14 Mar 2009

Running Rails 'on' Windows

I have been developing a Rails app on my aging Windows 2000 desktop PC since 2006. Luckily this PC has been trouble-free, so only ever had to get Ruby and Rails installed and working once.

Recently I decided that I should really move off an operating system that is nearly a decade old, and jump head-first into the modern world.

I dusted off my 7 year old Windows XP CD and popped it into my computer.

With my fresh new computer, I had a number of unsuccesful attempts at getting Rails working. I tried the Ruby One-Click Installer, but had a few problems when I updated to the latest version of Gems.

After some random searching I happened upon a great answer over at StackOverflow. The suggestion was to run Rails on a linux virtual machine. So that's what I did ...

1. Installed VirtualBox 2.1.4

2. Installed virtual machine Ubuntu Server 8.10
This is pretty easy, you just download the ISO from the Ubuntu site, in VirtualBox you create a new machine, and point it at the ISO.

3. Install Ruby & Rails
This was trouble free, I just followed the steps of this screencast over at O'Reilly Blogs.

At this point I made a decision that I would continue to do my actual coding in Windows and with an IDE (shhh, don't tell anybody or I'll get kicked out of the Rails community). I had previously used Eclipse with Ruby Development Tools and Subclipse plugins. This had served me well, but I recently had the opportunity to try NetBeans and liked it, so decided to go with this.
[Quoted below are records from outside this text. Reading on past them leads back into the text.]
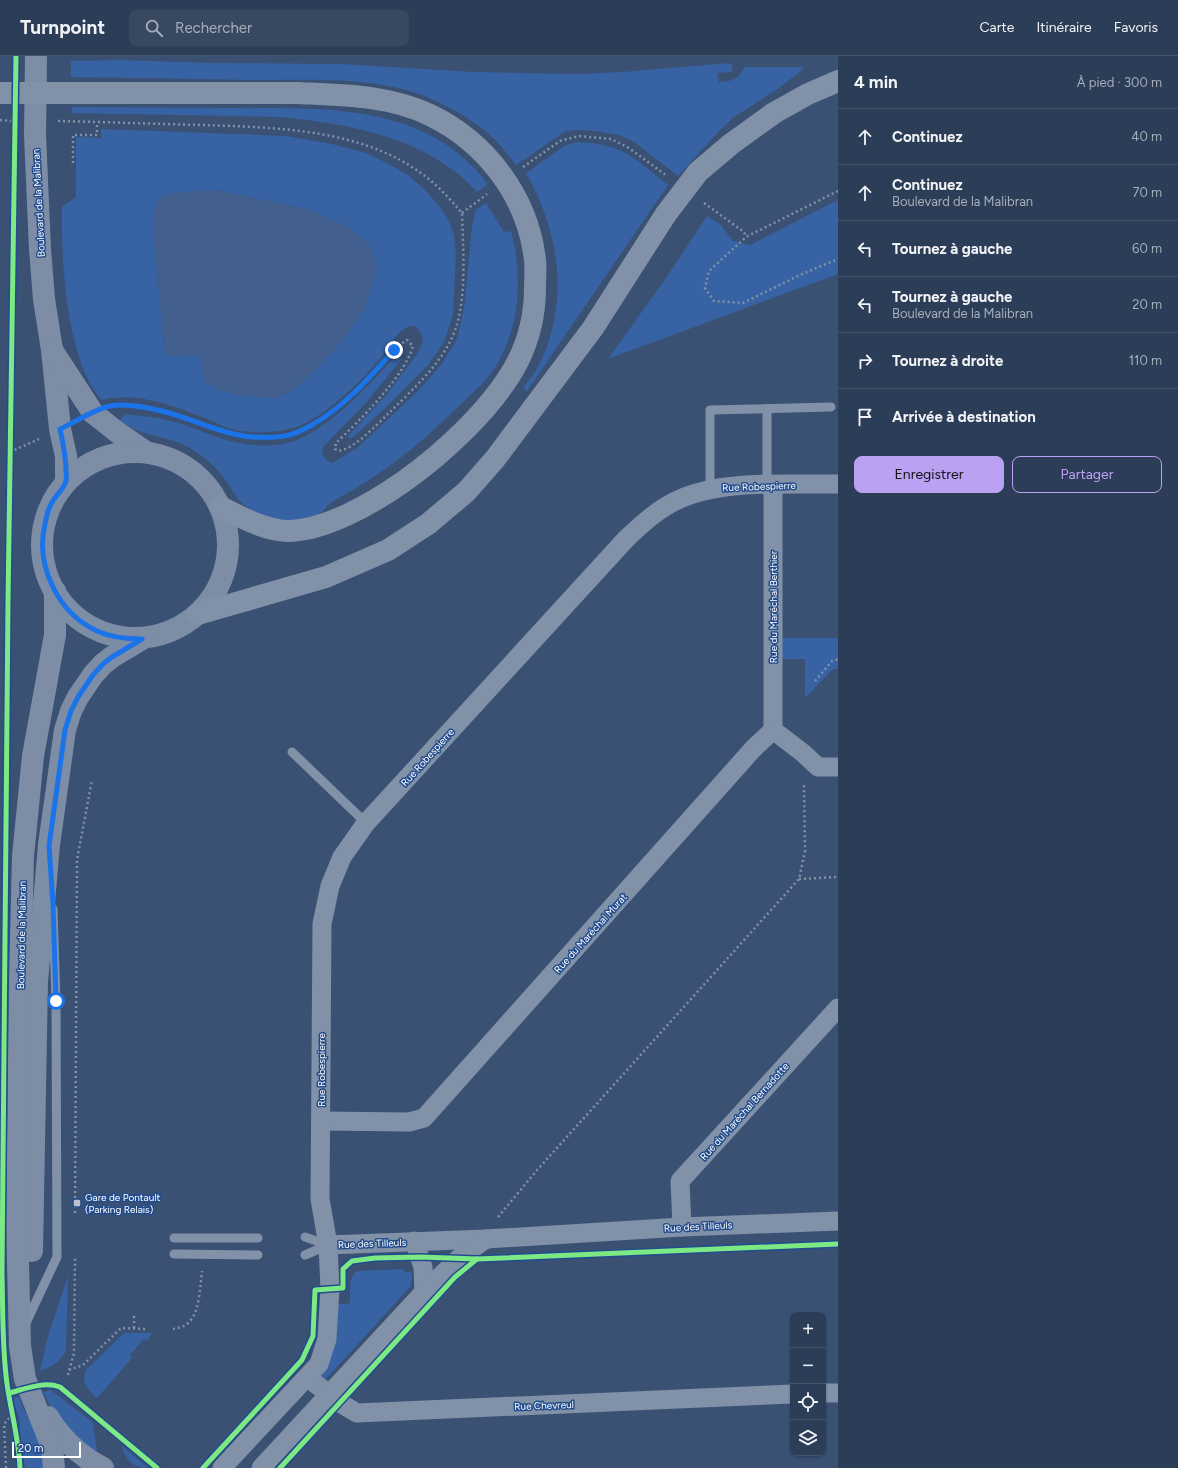 <!DOCTYPE html>
<html lang="fr">
<head>
<meta charset="utf-8">
<style>
  :root { --surface:#2c3d57; --page:#384861; --text:#f1f3f6; --muted:#a6aeba; --line:#48566d; --accent:#bca0f2 }
  body { margin:0; font-family:Figtree,sans-serif; background:var(--page); color:var(--text) }
  .controls { position:absolute; right:12px; bottom:12px; display:grid; overflow:hidden; border-radius:8px; box-shadow:0 1px 3px #0004 }
  .controls button { width:36px; height:36px; display:grid; place-items:center; padding:0; border:0; border-bottom:1px solid var(--line); background:var(--surface); color:var(--text); font:20px sans-serif }
  .scale { position:absolute; left:12px; bottom:10px; width:69px; box-sizing:border-box; padding-left:4px; border:2px solid #fff; border-top:0; font-size:11px; line-height:14px; white-space:nowrap; color:#fff; -webkit-text-stroke:3px #224c8d; paint-order:stroke }
  .stop { position:absolute; width:12px; height:12px; margin:-9px; border:3px solid #1a73e8; border-radius:50%; background:#fff }
  .stop.end { background:#1a73e8; border-color:#fff; box-shadow:0 1px 4px #0008 }
  .list { margin:0; padding:0; list-style:none }
  h2 { display:flex; justify-content:space-between; align-items:center; height:52px; margin:0; padding:0 16px; font-size:17px }
  h2 small { font-size:13px; font-weight:400; color:var(--muted) }
  .list li { display:grid; grid-template-columns:26px 1fr auto; gap:12px; align-items:center; box-sizing:border-box; height:56px; padding:0 16px; border-top:1px solid var(--line) }
  .list b { display:block; font-size:15px; white-space:nowrap }
  .list p { margin:0; font-size:13px; white-space:nowrap; color:var(--muted) }
  .list em { font-size:13px; font-style:normal; color:var(--muted) }
  .actions { display:flex; gap:8px; padding:12px 16px }
  .actions a { flex:1; padding:9px 0; border:1px solid var(--accent); border-radius:8px; text-align:center; font-size:14px; color:var(--accent) }
  .actions .main { background:var(--accent); color:#111 }
  .icon { flex:none; width:22px; height:22px; fill:none; stroke:currentColor; stroke-width:2; stroke-linecap:round; stroke-linejoin:round }
  .map { position:relative; flex:none; width:838px; height:1412px; overflow:hidden }
  header { display:flex; align-items:center; gap:24px; box-sizing:border-box; height:56px; padding:0 20px; background:var(--surface); border-bottom:1px solid var(--line) }
  header strong { font-size:19px }
  nav { display:flex; gap:22px; margin-inline-start:auto; font-size:14px }
  .search { width:280px; height:36px; background:var(--page); display:flex; align-items:center; gap:10px; box-sizing:border-box; padding:0 14px; border-radius:8px; color:var(--muted); font-size:15px }
  main { display:flex }
  aside { flex:1; background:var(--surface) }
  .map>svg:first-child { display:block }
  .green { fill:#3762a3; fill-rule:evenodd }
  .water { fill:#425f8d }
  .lines { fill:none; stroke-linecap:round; stroke-linejoin:round }
  .path { stroke:#8192a8; stroke-width:2.5; stroke-dasharray:2 3; stroke-linecap:butt }
  .lane { stroke:#8192a8; stroke-width:9 }
  .street { stroke:#8192a8; stroke-width:19 }
  .secondary { stroke:#7d8da5; stroke-width:22 }
  .highway { stroke:#8191a7; stroke-width:22 }
  .cycleway-casing { stroke:#224c8d; stroke-width:8 }
  .cycleway { stroke:#7ce984; stroke-width:5 }
  .route { stroke:#1a73e8; stroke-width:5 }
  .poi-dot { fill:#bac2ce; stroke:#224c8d; stroke-width:1.5 }
  .labels { text-anchor:middle; stroke-width:3; stroke-linejoin:round; paint-order:stroke }
  .street-label { font-size:10px; fill:#fff; stroke:#224c8d }
  .poi-label { font-size:10px; fill:#fff; stroke:#224c8d; text-anchor:start }
</style>
</head>
<body>
<header>
<strong>Turnpoint</strong>
<div class="search"><svg class="icon" aria-label="search" viewBox="0 0 24 24"><circle cx="10" cy="10" r="6"/><path d="M15 15l6 6"/></svg>Rechercher</div>
<nav><a>Carte</a><a>Itinéraire</a><a>Favoris</a></nav>
</header>
<main>
<div class="map">
<svg width="838" height="1412" viewBox="0 0 838 1412">
  <rect width="100%" height="100%" fill="#3a5174"/>
  <g class="green">
    <path d="M 120,4 L 211,7 L 342,8 L 474,16 L 577,18 L 623,16 L 729,7 L 732,9 L 732,16 L 717,17 L 719,26 C 733,25 737,24 745,11 L 803,11 L 801,15 L 779,32 L 734,61 L 720,74 L 678,120 L 634,86 L 619,79 L 595,75 L 577,74 L 566,75 L 516,109 C 508,99 501,89 492,81 C 473,63 440,45 416,37 C 367,21 310,24 259,24 C 196,23 134,22 71,21 L 71,5 Z"/>
    <path d="M 72,51 C 124,51 177,52 229,52 C 323,53 424,45 488,128 L 477,136 C 429,82 350,68 281,61 L 72,57 Z"/>
    <path d="M 101,73 L 286,80 L 332,88 L 366,97 L 389,108 L 408,119 L 427,136 L 441,152 L 449,165 L 454,179 L 456,197 L 453,259 L 444,286 L 428,309 L 382,355 L 353,381 L 350,382 L 348,382 L 348,380 L 387,338 L 417,298 L 422,287 L 423,282 L 416,270 C 410,270 404,272 400,276 C 394,281 389,292 384,298 C 364,322 326,361 296,371 C 278,377 254,378 236,374 C 225,372 215,366 205,362 C 173,350 137,335 102,344 C 66,306 61,203 62,151 L 76,141 L 76,81 L 101,82 ZM 214,134 L 307,153 L 350,172 L 336,292 L 318,311 L 293,334 L 276,342 L 232,338 L 204,325 L 201,301 L 165,298 L 153,173 Z"/>
    <path d="M 577,86 C 591,87 605,88 617,93 C 636,101 652,117 668,129 L 527,335 L 523,332 C 528,325 535,317 539,309 C 570,246 560,177 526,117 L 564,90 Z"/>
    <polygon points="838,144 838,218 608,303 666,222 707,160 720,168 733,185 750,189"/>
    <path d="M 486,147 L 504,176 L 511,175 C 522,218 521,263 500,303 C 491,321 474,336 460,349 C 434,374 408,398 378,418 C 362,429 345,438 329,448 C 325,451 324,455 321,457 C 315,463 301,468 293,467 C 274,464 256,459 242,447 C 234,440 231,430 224,422 C 215,410 203,400 190,392 C 172,382 156,381 138,375 C 131,372 125,368 118,365 L 126,358 C 141,360 156,361 171,365 C 191,370 210,380 231,385 C 251,390 274,392 294,385 C 332,371 370,327 398,298 L 405,294 L 400,305 L 365,348 L 323,391 C 321,398 324,403 331,407 L 339,403 L 357,392 L 417,336 L 441,309 L 456,285 L 460,271 L 465,245 L 472,169 L 476,154 Z"/>
    <polygon points="781,582 838,582 838,613 833,613 805,642 805,603 781,603"/>
    <path d="M 403,1213 L 405,1216 L 411,1216 L 412,1222 L 410,1231 L 324,1325 L 321,1320 L 325,1315 L 337,1279 L 338,1248 L 347,1248 L 350,1246 C 351,1237 347,1217 359,1215 Z"/>
    <path d="M 68,1220 L 66,1293 C 62,1306 52,1310 40,1315 L 48,1280 Z"/>
    <path d="M 126,1277 L 152,1277 L 147,1285 L 144,1283 L 130,1299 L 132,1302 L 97,1342 C 88,1334 81,1326 86,1314 L 123,1278 Z"/>
    <polygon points="51,1334 93,1367 97,1394 91,1395 56,1361 43,1336"/>
    <polygon points="19,1340 23,1352 41,1384 47,1412 25,1412 20,1375 20,1363 14,1348 15,1341"/>
    <path d="M 121,1389 L 148,1412 C 132,1412 126,1403 121,1389 Z"/>
  </g>
  <polygon class="water" points="214,134 307,153 350,172 371,191 377,213 364,253 349,275 336,292 318,311 293,334 276,342 255,341 232,338 217,333 204,325 201,301 165,299 153,173 153,156 160,142 171,137"/>
  <g class="lines">
    <g class="path">
      <polyline points="0,64 13,65"/>
      <path d="M 58,65 C 107,66 156,68 204,69 C 285,72 379,73 441,134 C 448,141 455,149 462,157 C 463,191 467,243 455,274 C 444,306 412,334 389,357 C 376,369 357,391 339,395 L 335,393 L 336,387 C 359,365 405,320 413,290 L 407,284 C 394,292 387,303 377,314 C 359,334 338,353 314,367 C 244,409 189,346 120,350"/>
      <polyline points="73,107 73,79 97,79 97,66"/>
      <polyline points="523,111 560,85 579,80 611,83 629,92 667,120"/>
      <polyline points="838,135 746,181 709,215 705,232 714,245 743,247 802,218 838,203"/>
      <polyline points="704,147 744,176 746,181"/>
      <polyline points="462,157 487,138"/>
      <polyline points="10,396 39,383"/>
      <polyline points="815,625 832,605 838,603"/>
      <polyline points="799,823 838,821"/>
      <polyline points="75,1157 77,804 92,724"/>
      <polyline points="498,1161 538,1113 799,823 805,795 804,728"/>
      <polyline points="134,1272 134,1259"/>
      <path d="M 173,1273 C 178,1272 184,1271 188,1267 C 200,1257 200,1230 202,1215"/>
      <polyline points="69,1314 83,1309 121,1272 145,1273"/>
      <polyline points="68,1319 74,1297 75,1202"/>
      <polyline points="6,1412 4,1368 12,1359"/>
    </g>
    <g class="lane">
      <polyline points="767,429 767,353"/>
      <polyline points="710,433 710,354 831,351"/>
      <polyline points="292,696 366,767"/>
      <polyline points="305,1181 328,1189"/>
      <polyline points="174,1182 258,1182"/>
      <polyline points="174,1198 258,1199"/>
      <polyline points="305,1199 328,1189"/>
      <polyline points="25,1269 57,1201 56,945 53,853"/>
    </g>
    <g class="street">
      <polyline points="773,674 773,429"/>
      <polyline points="773,674 803,697 818,711 838,711"/>
      <polyline points="321,1065 409,1066 424,1062 753,693 773,674"/>
      <polyline points="682,1171 680,1125 838,952"/>
      <polyline points="414,1185 423,1211 424,1236"/>
      <polyline points="328,1189 486,1183 682,1171 838,1165"/>
      <polyline points="307,1321 340,1347 357,1357 793,1338"/>
      <polyline points="823,1337 838,1337"/>
      <path d="M 222,1412 L 319,1308 L 327,1283 L 330,1232 L 328,1189 L 320,1143 L 322,868 L 330,830 L 342,801 L 366,767 L 626,483 C 643,467 659,452 680,443 C 723,423 791,429 838,428"/>
      <polyline points="261,1412 424,1236 458,1203 486,1183"/>
    </g>
    <g class="secondary">
      <polyline points="36,0 35,79 40,193 44,243 52,294 60,373 66,400 66,425"/>
      <polyline points="54,297 93,357 117,376 146,396"/>
      <circle cx="135" cy="489" r="93"/>
      <polyline points="32,1195 37,926 49,789 65,674 71,655 78,641 93,619 103,608 112,601 142,583"/>
      <path d="M 48,1361 C 62,1384 80,1400 103,1412"/>
      <polyline points="54,1412 52,1391 25,1323 20,1290 17,1166 20,925 23,800 33,700 55,579 55,535"/>
    </g>
    <g class="highway">
      <path d="M 0,37 L 297,37 C 341,39 389,39 430,59 C 486,86 528,141 535,204 C 536,213 535,223 535,232 C 535,257 529,283 518,305 C 495,350 444,397 403,426 C 373,447 325,475 287,475 C 264,474 241,461 220,451"/>
      <polyline points="198,558 326,521 388,494 428,468 466,436 495,403 593,272 666,158 698,116 731,88 774,57 808,38 838,25"/>
    </g>
    <g class="cycleway-casing">
      <g id="cycleway">
        <path d="M 16,0 L 8,546 L 2,1218 C 3,1255 2,1291 7,1328 C 11,1356 19,1384 20,1412"/>
        <path d="M 9,1337 C 25,1333 43,1325 60,1331 L 157,1412"/>
        <polyline points="203,1412 302,1304 313,1280 315,1234 343,1232 343,1213 352,1205 375,1202 420,1201 477,1203 838,1188"/>
        <polyline points="280,1412 455,1221 477,1203"/>
      </g>
    </g>
    <use href="#cycleway" class="cycleway"/>
  </g>
  <g class="lines">
    <path class="route" d="M 56,945 L 53,848 L 49,790 L 65,674 L 71,655 L 78,641 L 93,619 L 103,608 L 112,601 L 142,583 C 127,583 112,582 97,575 C 58,557 35,510 45,468 C 46,462 48,454 51,448 C 55,440 64,433 66,425 C 67,422 66,418 66,415 C 66,401 63,387 60,373 C 75,366 90,356 106,351 C 122,346 150,352 166,356 C 192,363 217,376 244,380 C 261,382 282,383 298,376 C 337,359 367,325 394,294"/>
  </g>
  <rect class="poi-dot" x="73" y="1143" width="8" height="8" rx="2"/>
  <g class="labels">
    <g class="street-label">
      <text transform="translate(38 147) rotate(-93)" y="4">Boulevard de la Malibran</text>
      <text transform="translate(759 430) rotate(-2)" y="4">Rue Robespierre</text>
      <text transform="translate(773 551) rotate(-90)" y="4">Rue du Maréchal Berthier</text>
      <text transform="translate(427 701) rotate(-48)" y="4">Rue Robespierre</text>
      <text transform="translate(590 877) rotate(-48)" y="4">Rue du Maréchal Murat</text>
      <text transform="translate(21 879) rotate(-89)" y="4">Boulevard de la Malibran</text>
      <text transform="translate(321 1014) rotate(-90)" y="4">Rue Robespierre</text>
      <text transform="translate(744 1055) rotate(-48)" y="4">Rue du Maréchal Bernadotte</text>
      <text transform="translate(698 1170) rotate(-3)" y="4">Rue des Tilleuls</text>
      <text transform="translate(372 1187) rotate(-2)" y="4">Rue des Tilleuls</text>
      <text transform="translate(544 1349) rotate(-2)" y="4">Rue Chevreul</text>
    </g>
    <g class="poi-label">
      <text x="85" y="1145">Gare de Pontault<tspan x="85" dy="12">(Parking Relais)</tspan></text>
    </g>
  </g>
</svg>
<div class="controls">
<button>+</button>
<button>−</button>
<button><svg class="icon" aria-label="locate" viewBox="0 0 24 24"><circle cx="12" cy="12" r="6"/><path d="M12 2v4M12 18v4M2 12h4M18 12h4"/></svg></button>
<button><svg class="icon" aria-label="layers" viewBox="0 0 24 24"><path d="M12 4l9 5-9 5-9-5zM3 14l9 5 9-5"/></svg></button>
</div>
<div class="scale">20 m</div>
<div class="stop" style="left:56px;top:945px"></div>
<div class="stop end" style="left:394px;top:294px"></div>
</div>
<aside>
<h2>4 min<small>À pied · 300 m</small></h2>
<ul class="list">
<li><svg class="icon" aria-label="ahead" viewBox="0 0 24 24"><path d="M12 20V5M6 11l6-6 6 6"/></svg><div><b>Continuez</b></div><em>40 m</em></li>
<li><svg class="icon" aria-label="ahead" viewBox="0 0 24 24"><path d="M12 20V5M6 11l6-6 6 6"/></svg><div><b>Continuez</b><p>Boulevard de la Malibran</p></div><em>70 m</em></li>
<li><svg class="icon" aria-label="left" viewBox="0 0 24 24"><path d="M17 20v-9H6M10 6l-5 5 5 5"/></svg><div><b>Tournez à gauche</b></div><em>60 m</em></li>
<li><svg class="icon" aria-label="left" viewBox="0 0 24 24"><path d="M17 20v-9H6M10 6l-5 5 5 5"/></svg><div><b>Tournez à gauche</b><p>Boulevard de la Malibran</p></div><em>20 m</em></li>
<li><svg class="icon" aria-label="right" viewBox="0 0 24 24"><path d="M7 20v-9h11M14 6l5 5-5 5"/></svg><div><b>Tournez à droite</b></div><em>110 m</em></li>
<li><svg class="icon" aria-label="arrive" viewBox="0 0 24 24"><path d="M6 21V4h12l-3 4 3 4H6"/></svg><div><b>Arrivée à destination</b></div></li>
</ul>
<div class="actions"><a class="main">Enregistrer</a><a>Partager</a></div>
</aside>
</main>
</body>
</html>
This meant the next stage was to have some sort of common file area between the Host and the Virtual Machine. I could of setup Samba on Ubuntu, but VirtualBox provides the feature of Shared Folders, which allows the guest operating systems access to folders on the Host.

4a. Setup Shared Folders
(a little bit of pain, more details to follow)

4b. Installed the VirtualBox Guest Additons in the the Ubuntu Server.
(a little bit of pain, more details to follow)

5. Configured port forwarding
There are number of networking options with VirtualBox, the default is NAT with the guests inside their own private network and VirtualBox doing NAT. This gives the guest easy access to the Internet, however it's services won't be accessible by the Host. The easiest option seems to be stick with NAT and configure port forwarding as per the instructions here.